YOUR TASK: The answer must be an exact copy of every entry, with no pictures in it.

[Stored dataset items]

= Beginning of Section =

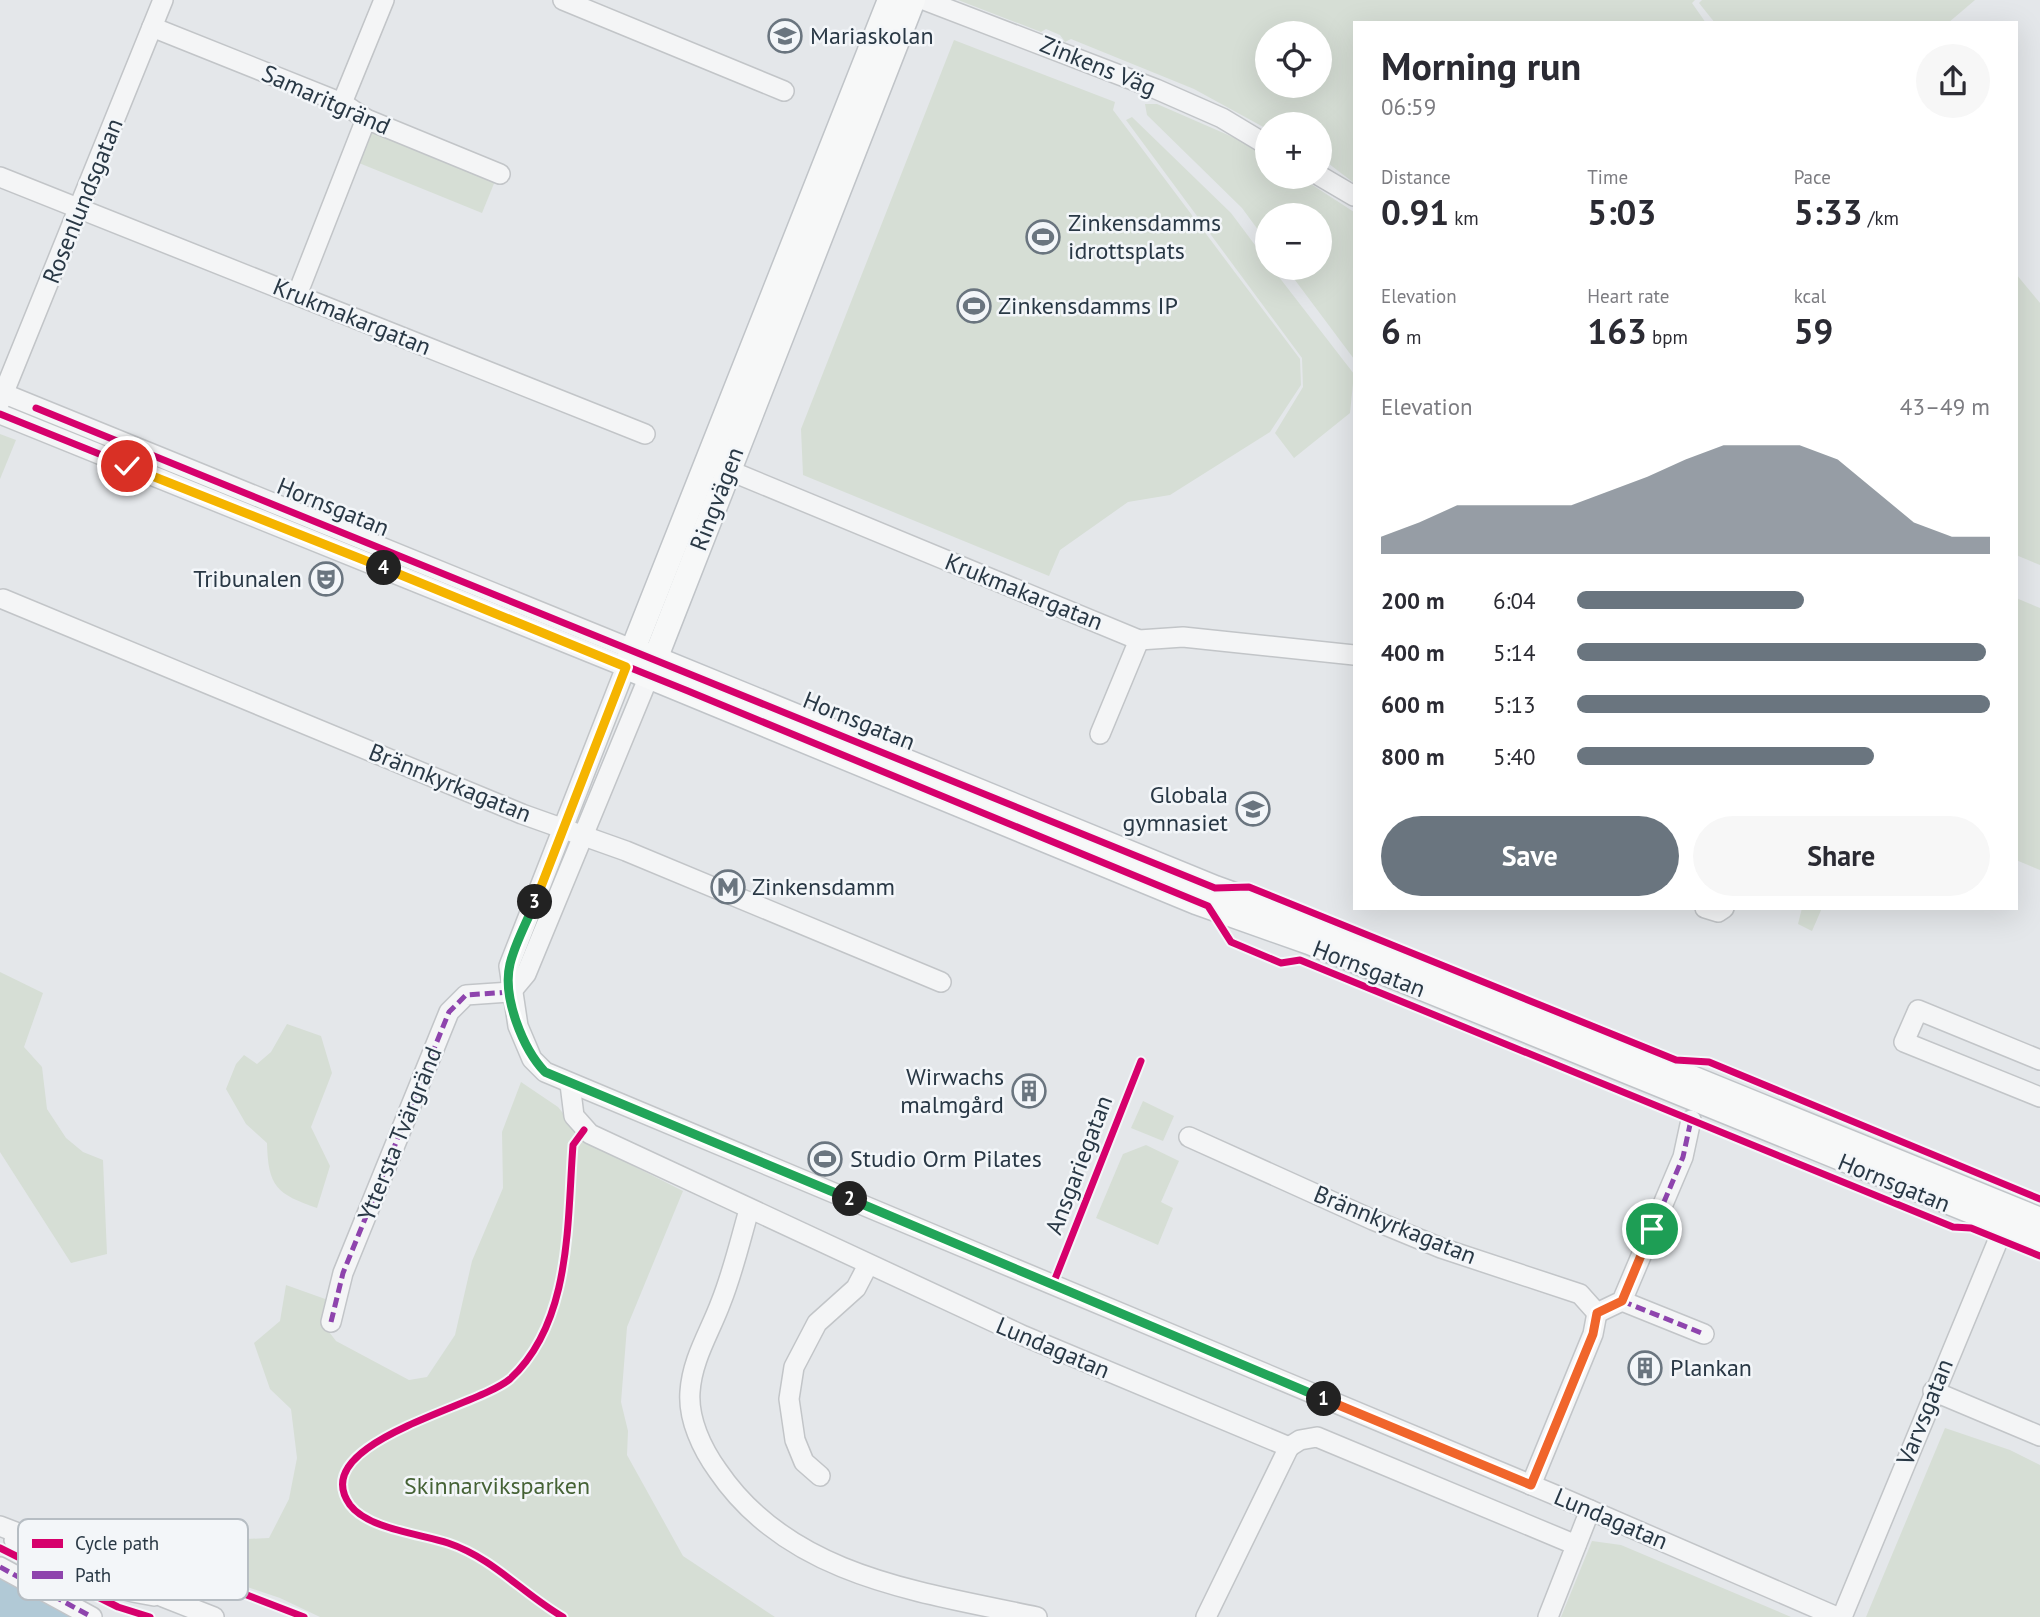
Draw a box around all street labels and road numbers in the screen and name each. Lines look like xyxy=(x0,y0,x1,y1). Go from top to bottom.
street label: Zinkens Väg xyxy=(1036,28,1161,103)
street label: Samaritgränd xyxy=(257,57,395,142)
street label: Rosenlundsgatan xyxy=(35,114,130,288)
street label: Krukmakargatan xyxy=(269,271,436,362)
street label: Ringvägen xyxy=(683,443,750,555)
street label: Hornsgatan xyxy=(273,470,394,543)
street label: Krukmakargatan xyxy=(941,546,1108,637)
street label: Hornsgatan xyxy=(799,684,920,757)
street label: Brännkyrkagatan xyxy=(364,736,536,829)
street label: Hornsgatan xyxy=(1308,933,1430,1004)
street label: Yttersta Tvärgränd xyxy=(350,1042,449,1226)
street label: Ansgariegatan xyxy=(1038,1091,1119,1239)
street label: Hornsgatan xyxy=(1834,1146,1955,1219)
street label: Brännkyrkagatan xyxy=(1309,1178,1481,1271)
street label: Lundagatan xyxy=(992,1310,1115,1385)
street label: Varvsgatan xyxy=(1889,1354,1960,1471)
street label: Lundagatan xyxy=(1550,1481,1673,1556)

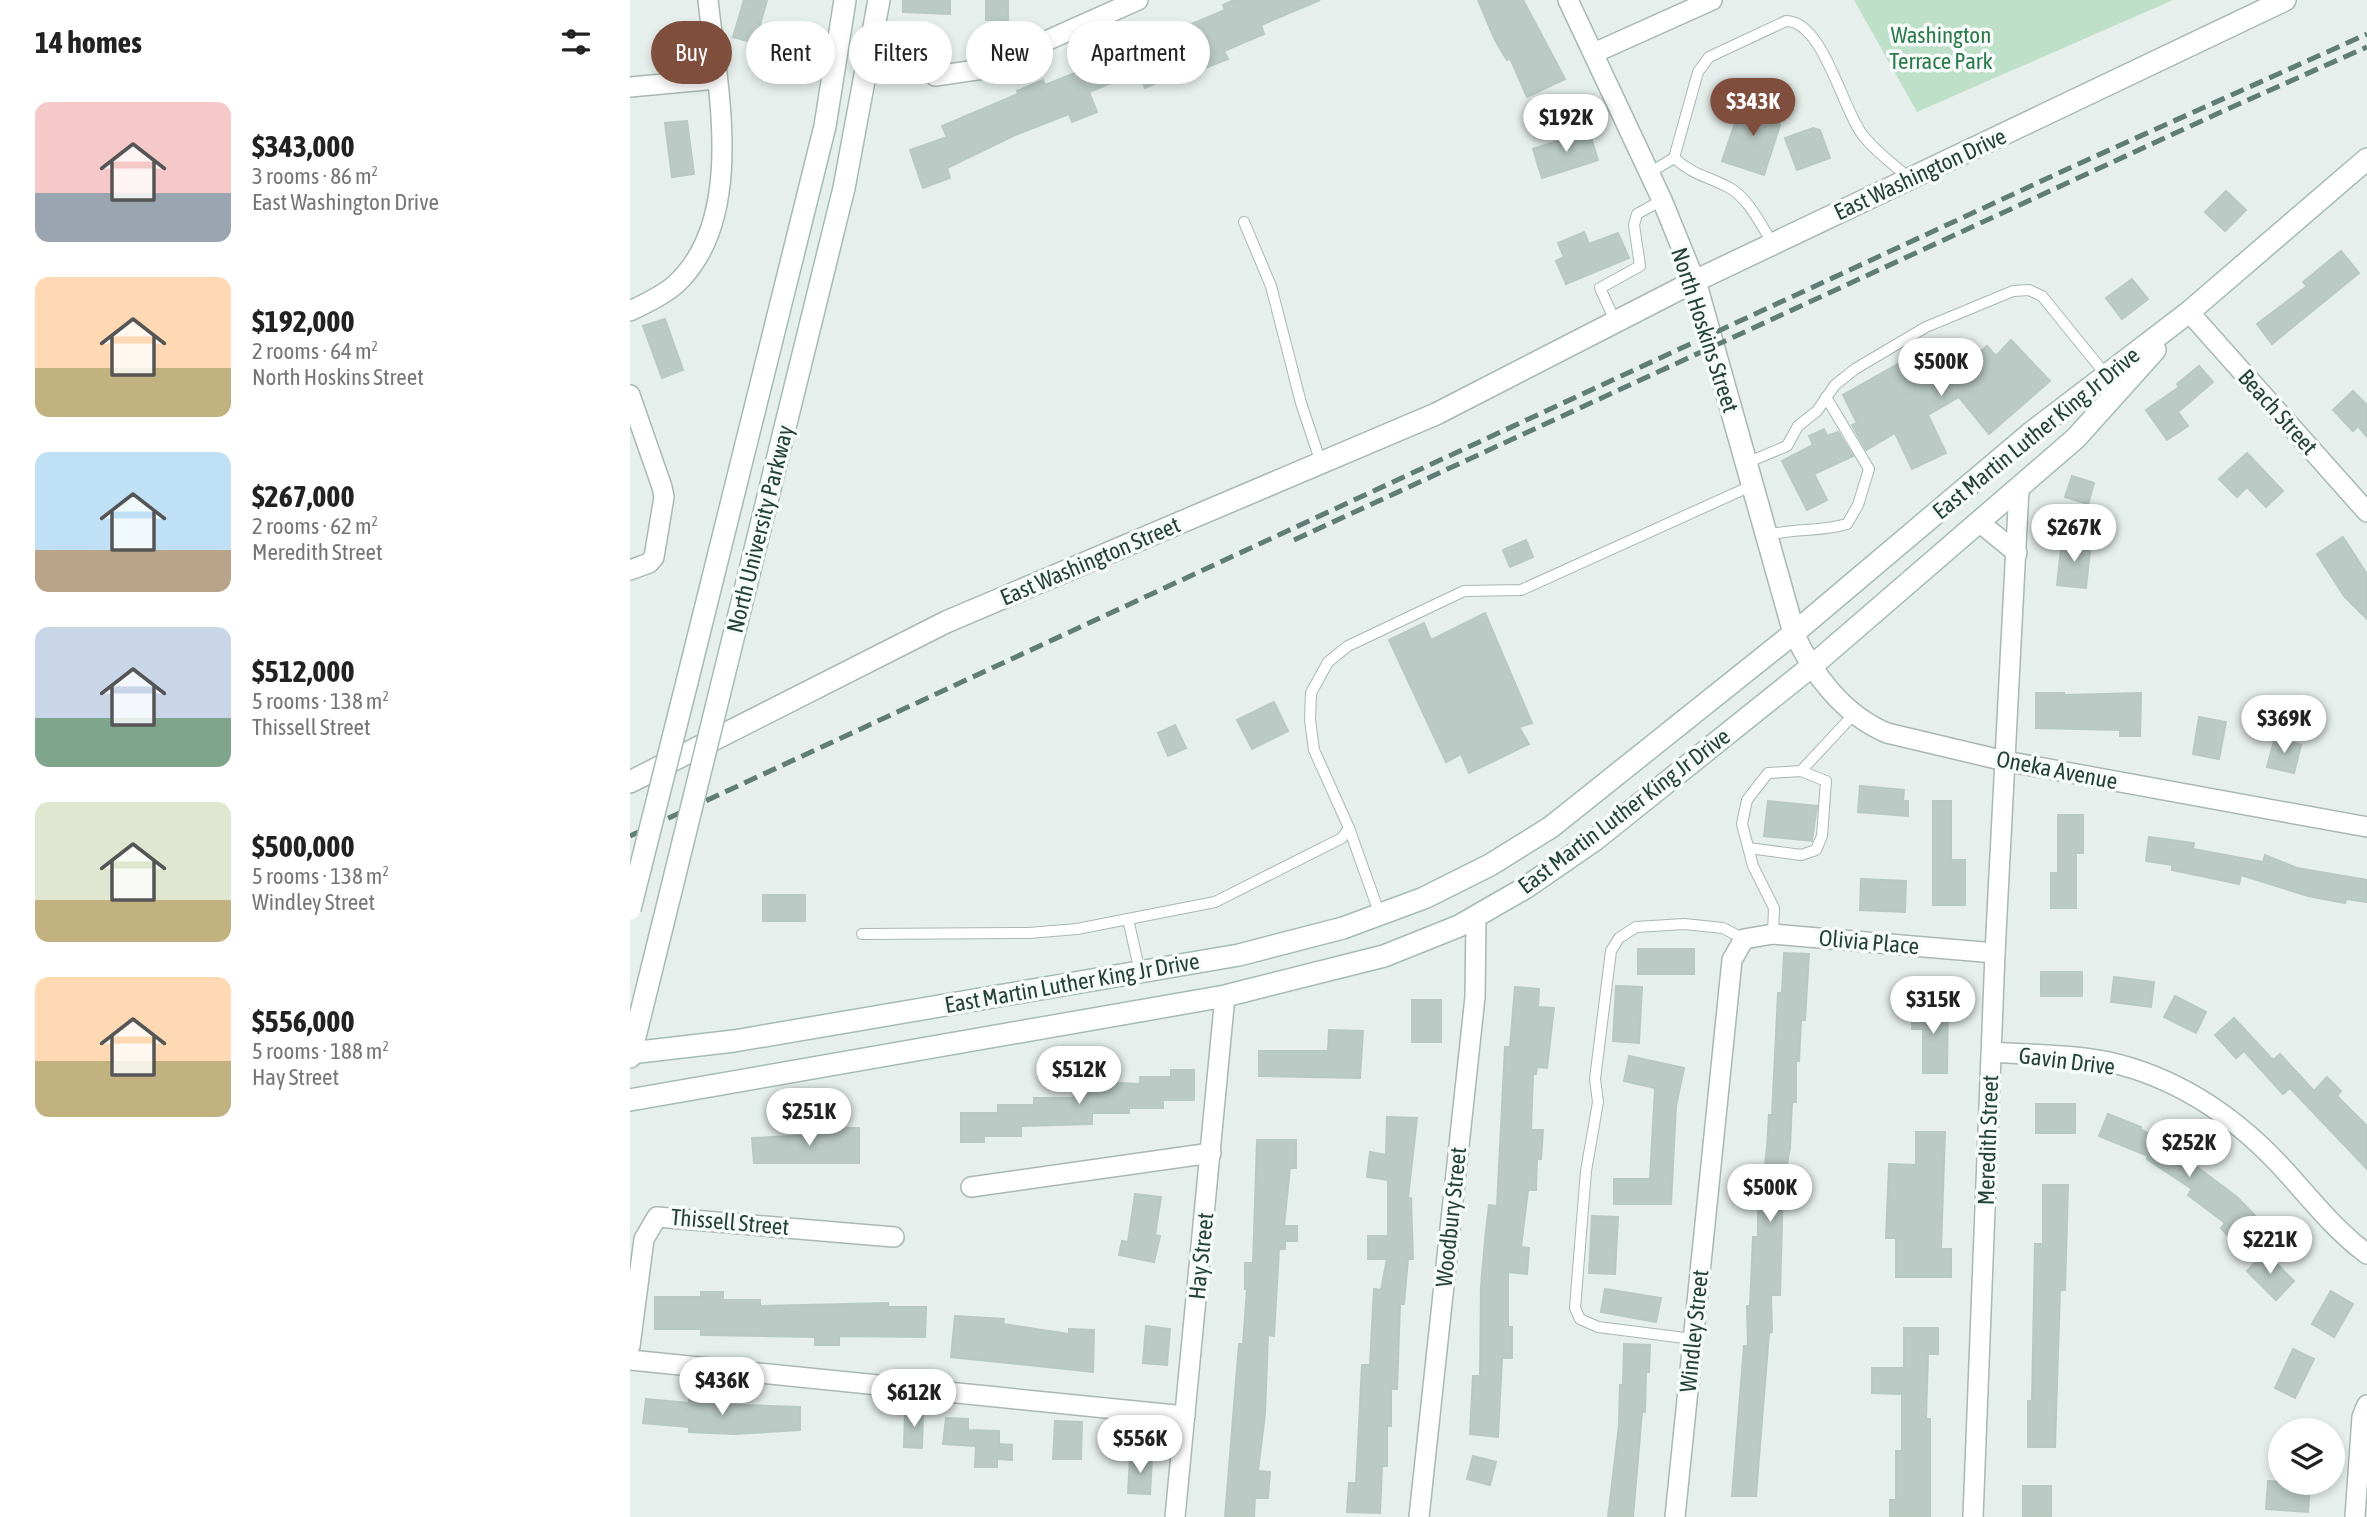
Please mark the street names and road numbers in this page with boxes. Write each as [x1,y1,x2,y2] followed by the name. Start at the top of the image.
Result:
[1830,123,2010,225] street label: East Washington Drive
[1666,244,1744,416] street label: North Hoskins Street
[1928,342,2144,524] street label: East Martin Luther King Jr Drive
[2233,364,2323,460] street label: Beach Street
[722,422,798,636] street label: North University Parkway
[996,511,1184,611] street label: East Washington Street
[1513,723,1735,899] street label: East Martin Luther King Jr Drive
[1994,746,2120,794] street label: Oneka Avenue
[1818,925,1920,959] street label: Olivia Place
[943,948,1201,1018] street label: East Martin Luther King Jr Drive
[2017,1042,2117,1080] street label: Gavin Drive
[1973,1074,2003,1206] street label: Meredith Street
[1431,1146,1471,1288] street label: Woodbury Street
[670,1204,790,1240] street label: Thissell Street
[1184,1211,1218,1301] street label: Hay Street
[1675,1268,1713,1394] street label: Windley Street

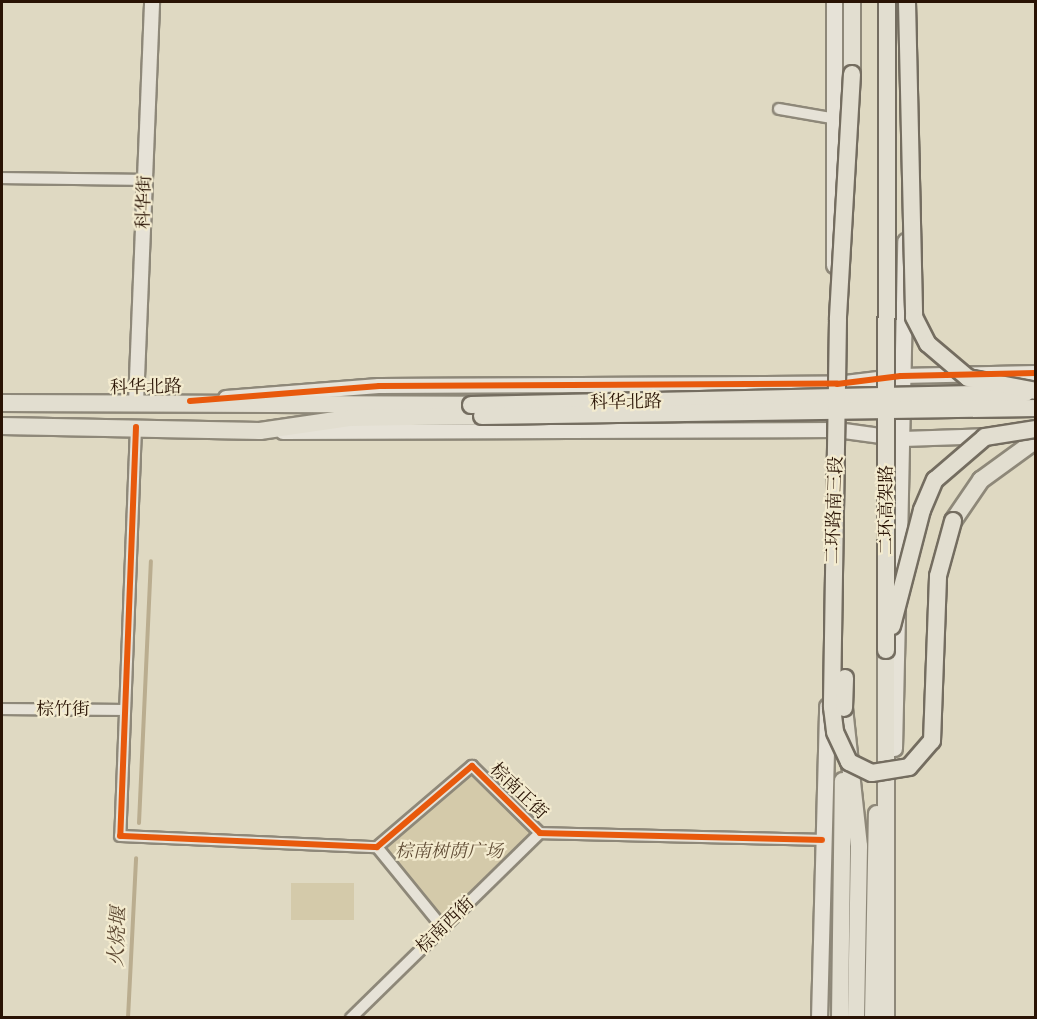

= End of Section =

REPLY TO THE EXERCISE:
Draw a box around all street labels and road numbers in the screen and name each. Lines look like xyxy=(x0,y0,x1,y1). Go from top to bottom.
street label: Zinkens Väg xyxy=(1036,28,1161,103)
street label: Samaritgränd xyxy=(257,57,395,142)
street label: Rosenlundsgatan xyxy=(35,114,130,288)
street label: Krukmakargatan xyxy=(269,271,436,362)
street label: Ringvägen xyxy=(683,443,750,555)
street label: Hornsgatan xyxy=(273,470,394,543)
street label: Krukmakargatan xyxy=(941,546,1108,637)
street label: Hornsgatan xyxy=(799,684,920,757)
street label: Brännkyrkagatan xyxy=(364,736,536,829)
street label: Hornsgatan xyxy=(1308,933,1430,1004)
street label: Yttersta Tvärgränd xyxy=(350,1042,449,1226)
street label: Ansgariegatan xyxy=(1038,1091,1119,1239)
street label: Hornsgatan xyxy=(1834,1146,1955,1219)
street label: Brännkyrkagatan xyxy=(1309,1178,1481,1271)
street label: Lundagatan xyxy=(992,1310,1115,1385)
street label: Varvsgatan xyxy=(1889,1354,1960,1471)
street label: Lundagatan xyxy=(1550,1481,1673,1556)

Please mark the street names and road numbers in this page with boxes. Write each as [x1,y1,x2,y2] followed by the name. Start at the top of the image.
Result:
[1830,123,2010,225] street label: East Washington Drive
[1666,244,1744,416] street label: North Hoskins Street
[1928,342,2144,524] street label: East Martin Luther King Jr Drive
[2233,364,2323,460] street label: Beach Street
[722,422,798,636] street label: North University Parkway
[996,511,1184,611] street label: East Washington Street
[1513,723,1735,899] street label: East Martin Luther King Jr Drive
[1994,746,2120,794] street label: Oneka Avenue
[1818,925,1920,959] street label: Olivia Place
[943,948,1201,1018] street label: East Martin Luther King Jr Drive
[2017,1042,2117,1080] street label: Gavin Drive
[1973,1074,2003,1206] street label: Meredith Street
[1431,1146,1471,1288] street label: Woodbury Street
[670,1204,790,1240] street label: Thissell Street
[1184,1211,1218,1301] street label: Hay Street
[1675,1268,1713,1394] street label: Windley Street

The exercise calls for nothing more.